According to the 2010 census, Brookfield has a total area of 3.067 sqmi, of which 3.06 sqmi (or 99.77%) is land and 0.007 sqmi (or 0.23%) is water.

Most of Brookfield is flat land with various small hills and rises. Along Salt Creek is a steep ravine that is home to many oak savannas. These oak savannas are the primary ecosystem of Brookfield, and sprawl out from large, forested areas into small pockets in the village.

==Demographics==

Historical population
| Census | Pop. | Note | %± |
| 1900 | 1,111 |  | — |
| 1910 | 2,186 |  | 96.8% |
| 1920 | 3,589 |  | 64.2% |
| 1930 | 10,035 |  | 179.6% |
| 1940 | 10,817 |  | 7.8% |
| 1950 | 15,472 |  | 43.0% |
| 1960 | 20,429 |  | 32.0% |
| 1970 | 20,284 |  | −0.7% |
| 1980 | 19,395 |  | −4.4% |
| 1990 | 18,876 |  | −2.7% |
| 2000 | 19,085 |  | 1.1% |
| 2010 | 18,978 |  | −0.6% |
| 2020 | 19,476 |  | 2.6% |
U.S. Decennial Census 2010 2020

===Racial and ethnic composition===

Brookfield village, Illinois – Racial and ethnic composition Note: the US Census treats Hispanic/Latino as an ethnic category.
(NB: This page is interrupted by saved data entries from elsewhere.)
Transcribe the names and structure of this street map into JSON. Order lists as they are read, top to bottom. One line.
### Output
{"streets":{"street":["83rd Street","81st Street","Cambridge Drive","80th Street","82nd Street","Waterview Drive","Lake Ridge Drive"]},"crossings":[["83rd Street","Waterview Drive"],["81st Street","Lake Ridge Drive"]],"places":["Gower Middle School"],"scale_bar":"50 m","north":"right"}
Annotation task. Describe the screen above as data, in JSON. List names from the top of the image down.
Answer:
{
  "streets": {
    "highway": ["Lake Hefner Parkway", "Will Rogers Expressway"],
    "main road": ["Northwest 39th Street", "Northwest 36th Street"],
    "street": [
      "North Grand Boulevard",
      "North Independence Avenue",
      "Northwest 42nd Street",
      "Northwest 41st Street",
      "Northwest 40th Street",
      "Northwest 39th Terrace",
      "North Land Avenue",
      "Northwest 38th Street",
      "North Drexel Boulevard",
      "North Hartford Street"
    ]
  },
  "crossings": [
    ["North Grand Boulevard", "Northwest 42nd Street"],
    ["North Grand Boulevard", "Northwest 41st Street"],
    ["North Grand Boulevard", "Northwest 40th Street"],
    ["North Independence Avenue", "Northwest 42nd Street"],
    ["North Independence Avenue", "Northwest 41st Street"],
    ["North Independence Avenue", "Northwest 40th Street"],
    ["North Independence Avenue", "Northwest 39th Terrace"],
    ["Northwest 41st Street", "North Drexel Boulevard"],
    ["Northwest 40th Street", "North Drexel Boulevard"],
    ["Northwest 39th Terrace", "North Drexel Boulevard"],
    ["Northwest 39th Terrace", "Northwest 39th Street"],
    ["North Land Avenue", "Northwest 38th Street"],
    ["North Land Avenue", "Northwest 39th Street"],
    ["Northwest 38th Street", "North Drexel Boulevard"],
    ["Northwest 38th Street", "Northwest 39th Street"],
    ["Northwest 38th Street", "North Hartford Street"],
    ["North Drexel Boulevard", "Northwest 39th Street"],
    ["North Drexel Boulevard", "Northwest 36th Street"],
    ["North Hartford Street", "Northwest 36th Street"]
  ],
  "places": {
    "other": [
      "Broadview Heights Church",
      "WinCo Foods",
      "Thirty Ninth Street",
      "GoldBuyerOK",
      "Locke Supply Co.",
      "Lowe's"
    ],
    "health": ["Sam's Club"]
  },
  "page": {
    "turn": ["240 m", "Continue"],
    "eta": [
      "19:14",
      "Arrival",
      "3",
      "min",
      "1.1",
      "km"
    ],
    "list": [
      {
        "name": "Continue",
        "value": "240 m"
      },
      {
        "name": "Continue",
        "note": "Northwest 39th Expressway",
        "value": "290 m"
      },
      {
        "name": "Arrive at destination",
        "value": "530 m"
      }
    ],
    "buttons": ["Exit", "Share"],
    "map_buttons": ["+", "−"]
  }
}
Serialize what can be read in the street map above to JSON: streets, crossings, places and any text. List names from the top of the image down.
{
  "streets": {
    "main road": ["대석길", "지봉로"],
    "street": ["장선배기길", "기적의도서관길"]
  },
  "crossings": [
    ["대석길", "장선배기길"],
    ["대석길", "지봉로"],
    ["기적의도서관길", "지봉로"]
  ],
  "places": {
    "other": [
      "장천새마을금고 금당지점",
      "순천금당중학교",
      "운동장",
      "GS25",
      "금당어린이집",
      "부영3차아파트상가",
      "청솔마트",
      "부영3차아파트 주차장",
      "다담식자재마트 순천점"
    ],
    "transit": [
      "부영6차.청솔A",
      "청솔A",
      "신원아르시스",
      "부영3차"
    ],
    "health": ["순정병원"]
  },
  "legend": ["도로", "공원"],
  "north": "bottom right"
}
This table excludes Latinos from the racial categories and assigns them to a separate category. Hispanics/Latinos may be of any race.
| Race / Ethnicity (NH = Non-Hispanic) | Pop 2000 | Pop 2010 | Pop 2020 | % 2000 | % 2010 | % 2020 |
|---|---|---|---|---|---|---|
| White alone (NH) | 16,961 | 14,888 | 12,791 | 88.87% | 78.45% | 65.68% |
| Black or African American alone (NH) | 165 | 456 | 597 | 0.86% | 2.40% | 3.07% |
| Native American or Alaska Native alone (NH) | 16 | 11 | 27 | 0.08% | 0.06% | 0.14% |
| Asian alone (NH) | 235 | 285 | 346 | 1.23% | 1.50% | 1.78% |
| Pacific Islander alone (NH) | 2 | 0 | 3 | 0.01% | 0.00% | 0.02% |
| Other race alone (NH) | 4 | 11 | 52 | 0.02% | 0.06% | 0.27% |
| Mixed race or Multiracial (NH) | 165 | 258 | 640 | 0.86% | 1.36% | 3.29% |
| Hispanic or Latino (any race) | 1,537 | 3,069 | 5,020 | 8.05% | 16.17% | 25.78% |
| Total | 19,085 | 18,978 | 19,476 | 100.00% | 100.00% | 100.00% |

===2020 census===
As of the 2020 census, Brookfield had a population of 19,476. The population density was 6,341.91 PD/sqmi. There were 7,393 households and 4,692 families. The median age was 39.8 years. 23.6% of residents were under the age of 18 and 14.6% were 65 years of age or older. For every 100 females there were 94.6 males, and for every 100 females age 18 and over there were 92.6 males age 18 and over.

100.0% of residents lived in urban areas, while 0.0% lived in rural areas.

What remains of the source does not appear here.